曳航!!

c0041039_11183413.jpg 朝から凪だが、僅かなそよ風が吹いている。ディンギーは何とか滑っているが重量級のヨットにはチョット辛い風である。ハーバーを機走で出港し、沖を目指して走っていると、セールは上がっているが全く進んでいないヨットのデッキにいる人がこっちを向いて救助を求める合図をしているのいが見えた。

 近づくと朝早くから中古艇の試乗に出て行った知り合い達が乗っていた・・・。
前日に修理をしたと聞いたのにまた、冷却水が上がらずオーバーヒートの警報が鳴ってしまうのだ。「もう、よう分らんわ!」と付き添いクルーが文句を言っている。
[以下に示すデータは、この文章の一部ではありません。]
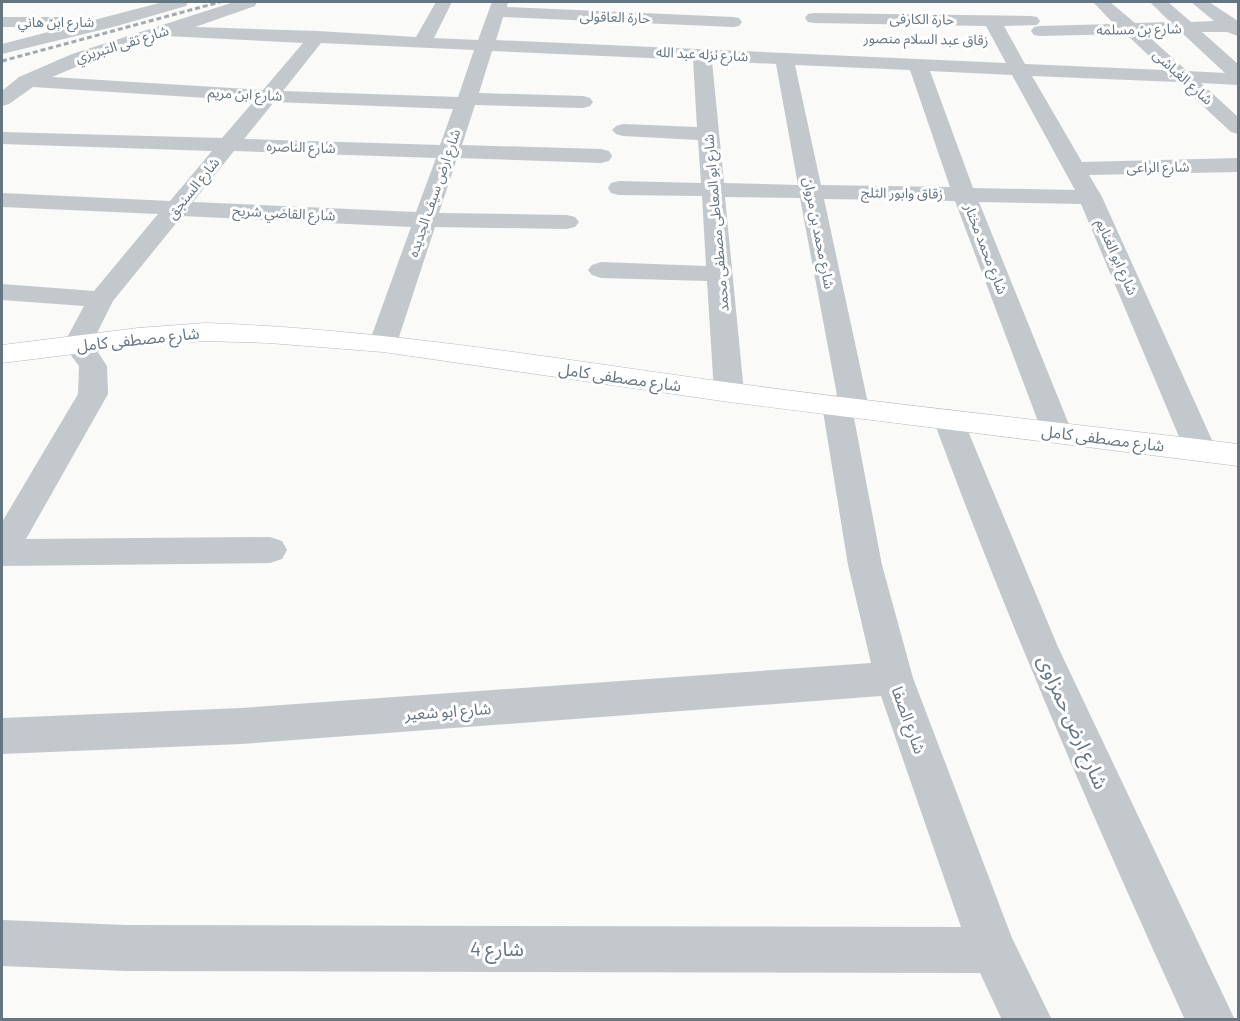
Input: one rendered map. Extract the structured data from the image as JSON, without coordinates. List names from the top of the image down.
{
  "streets": {
    "main road": ["شارع مصطفى كامل"],
    "street": [
      "حارة العاقولى",
      "حارة الكارفى",
      "شارع ابن هاني",
      "شارع بن مسلمه",
      "زقاق عبد السلام منصور",
      "شارع تقى التبريزي",
      "شارع نزله عبد الله",
      "شارع الغباشى",
      "شارع ابن مريم",
      "شارع الناصره",
      "شارع الراعى",
      "شارع السنجق",
      "شارع ارض سيف الجديده",
      "زقاق وابور الثلج",
      "شارع القاضي شريح",
      "شارع ابو المعاطى مصطفى محمد",
      "شارع محمد بن مروان",
      "شارع محمد مختار",
      "شارع ابو الغنايم",
      "شارع ابو شعير",
      "شارع الصفا",
      "شارع ارض حمزاوى",
      "شارع 4"
    ]
  },
  "crossings": [
    ["حارة العاقولى", "شارع ارض سيف الجديده"],
    ["حارة الكارفى", "شارع بن مسلمه"],
    ["حارة الكارفى", "شارع ابو الغنايم"],
    ["شارع ابن هاني", "شارع تقى التبريزي"],
    ["شارع بن مسلمه", "شارع الغباشى"],
    ["زقاق عبد السلام منصور", "شارع ابو الغنايم"],
    ["شارع تقى التبريزي", "شارع نزله عبد الله"],
    ["شارع تقى التبريزي", "شارع ابن مريم"],
    ["شارع نزله عبد الله", "شارع الغباشى"],
    ["شارع نزله عبد الله", "شارع السنجق"],
    ["شارع نزله عبد الله", "شارع ارض سيف الجديده"],
    ["شارع نزله عبد الله", "شارع ابو المعاطى مصطفى محمد"],
    ["شارع نزله عبد الله", "شارع محمد بن مروان"],
    ["شارع نزله عبد الله", "شارع محمد مختار"],
    ["شارع نزله عبد الله", "شارع ابو الغنايم"],
    ["شارع ابن مريم", "شارع السنجق"],
    ["شارع ابن مريم", "شارع ارض سيف الجديده"],
    ["شارع الناصره", "شارع السنجق"],
    ["شارع الناصره", "شارع ارض سيف الجديده"],
    ["شارع الراعى", "شارع ابو الغنايم"],
    ["شارع السنجق", "شارع القاضي شريح"],
    ["شارع السنجق", "شارع مصطفى كامل"],
    ["شارع ارض سيف الجديده", "شارع القاضي شريح"],
    ["شارع ارض سيف الجديده", "شارع مصطفى كامل"],
    ["زقاق وابور الثلج", "شارع ابو المعاطى مصطفى محمد"],
    ["زقاق وابور الثلج", "شارع محمد بن مروان"],
    ["زقاق وابور الثلج", "شارع محمد مختار"],
    ["زقاق وابور الثلج", "شارع ابو الغنايم"],
    ["شارع ابو المعاطى مصطفى محمد", "شارع مصطفى كامل"],
    ["شارع محمد بن مروان", "شارع مصطفى كامل"],
    ["شارع محمد بن مروان", "شارع الصفا"],
    ["شارع محمد مختار", "شارع مصطفى كامل"],
    ["شارع ابو الغنايم", "شارع مصطفى كامل"],
    ["شارع مصطفى كامل", "شارع الصفا"],
    ["شارع مصطفى كامل", "شارع ارض حمزاوى"],
    ["شارع ابو شعير", "شارع الصفا"],
    ["شارع الصفا", "شارع 4"]
  ]
}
 ヨットはオーナーが大事に手を入れているかぎりかなり長くヨット遊びを楽しむことが出来る乗り物である。100年を越える船齢の木造ヨットもあるが普通のFRPヨットでも40年や50年は持ちそうなので、多分オーナーの寿命よりも長生きするだろう。
 そしてある日、オーナーが事故に会ったり病に倒れて、もうヨットの面倒が見れなくなる時がやって来るとそのヨットは次のオーナーを待つ身になってしまう。For Saleの紙が貼られ次々と買いたいというオーナー候補者が現れ、あ~だこ~だと勝手なご意見を述べて去ってゆく。

 そのヨットが“まぁ気に入った”新しいオーナー候補は試乗したとおっしゃる。新艇を買うときはカタログで決めるが中古艇では実際にセーリングをしようというのだ。
 「売られるヨット」はこの日が来るのは覚悟はしていたが、いざ人前に引き出され、リフトで吊られ隠れていた船底まで明らかにされてみると何ともさびしい気持ちになってくる。水面に降ろされ、さぁ試乗に出ようとするとヨットはお腹?の具合が急に悪くなってきた・・・。ピィーーーー。
 ディラーの担当者は「今日中に直しときますからまた、明朝の試乗に・・・」といっている。
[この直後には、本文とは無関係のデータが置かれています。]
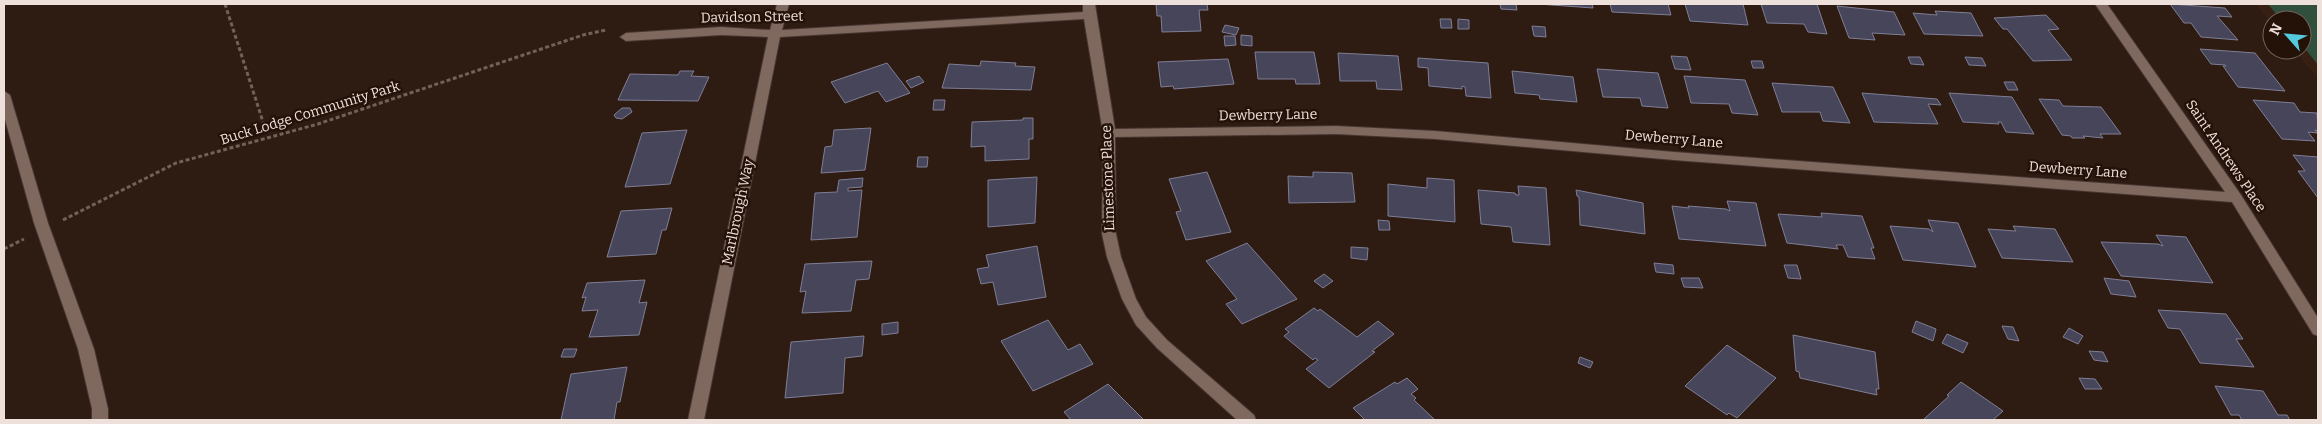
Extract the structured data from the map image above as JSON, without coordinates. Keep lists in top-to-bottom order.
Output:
{
  "streets": {
    "street": [
      "Davidson Street",
      "Dewberry Lane",
      "Saint Andrews Place",
      "Limestone Place",
      "Marlbrough Way"
    ],
    "path": ["Buck Lodge Community Park"]
  },
  "crossings": [
    ["Davidson Street", "Buck Lodge Community Park"],
    ["Davidson Street", "Limestone Place"],
    ["Davidson Street", "Marlbrough Way"],
    ["Dewberry Lane", "Saint Andrews Place"],
    ["Dewberry Lane", "Limestone Place"]
  ],
  "north": "top left"
}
 ボクも長く乗っていた車を乗り換える決心したとき、何故かあれこれと細かいトラブルが発生したもんだ。信心深いタイプではないがチョット気にはなっていた。確かに漁船や多くのヨットでも金毘羅さんのお札がよく祭ってある。フネはきっと車よりも船魂?さんのお仲間も住み易いのかもしれないネ。と思いながらエンジン不調のヨットをハーバーまで曳航してあげた。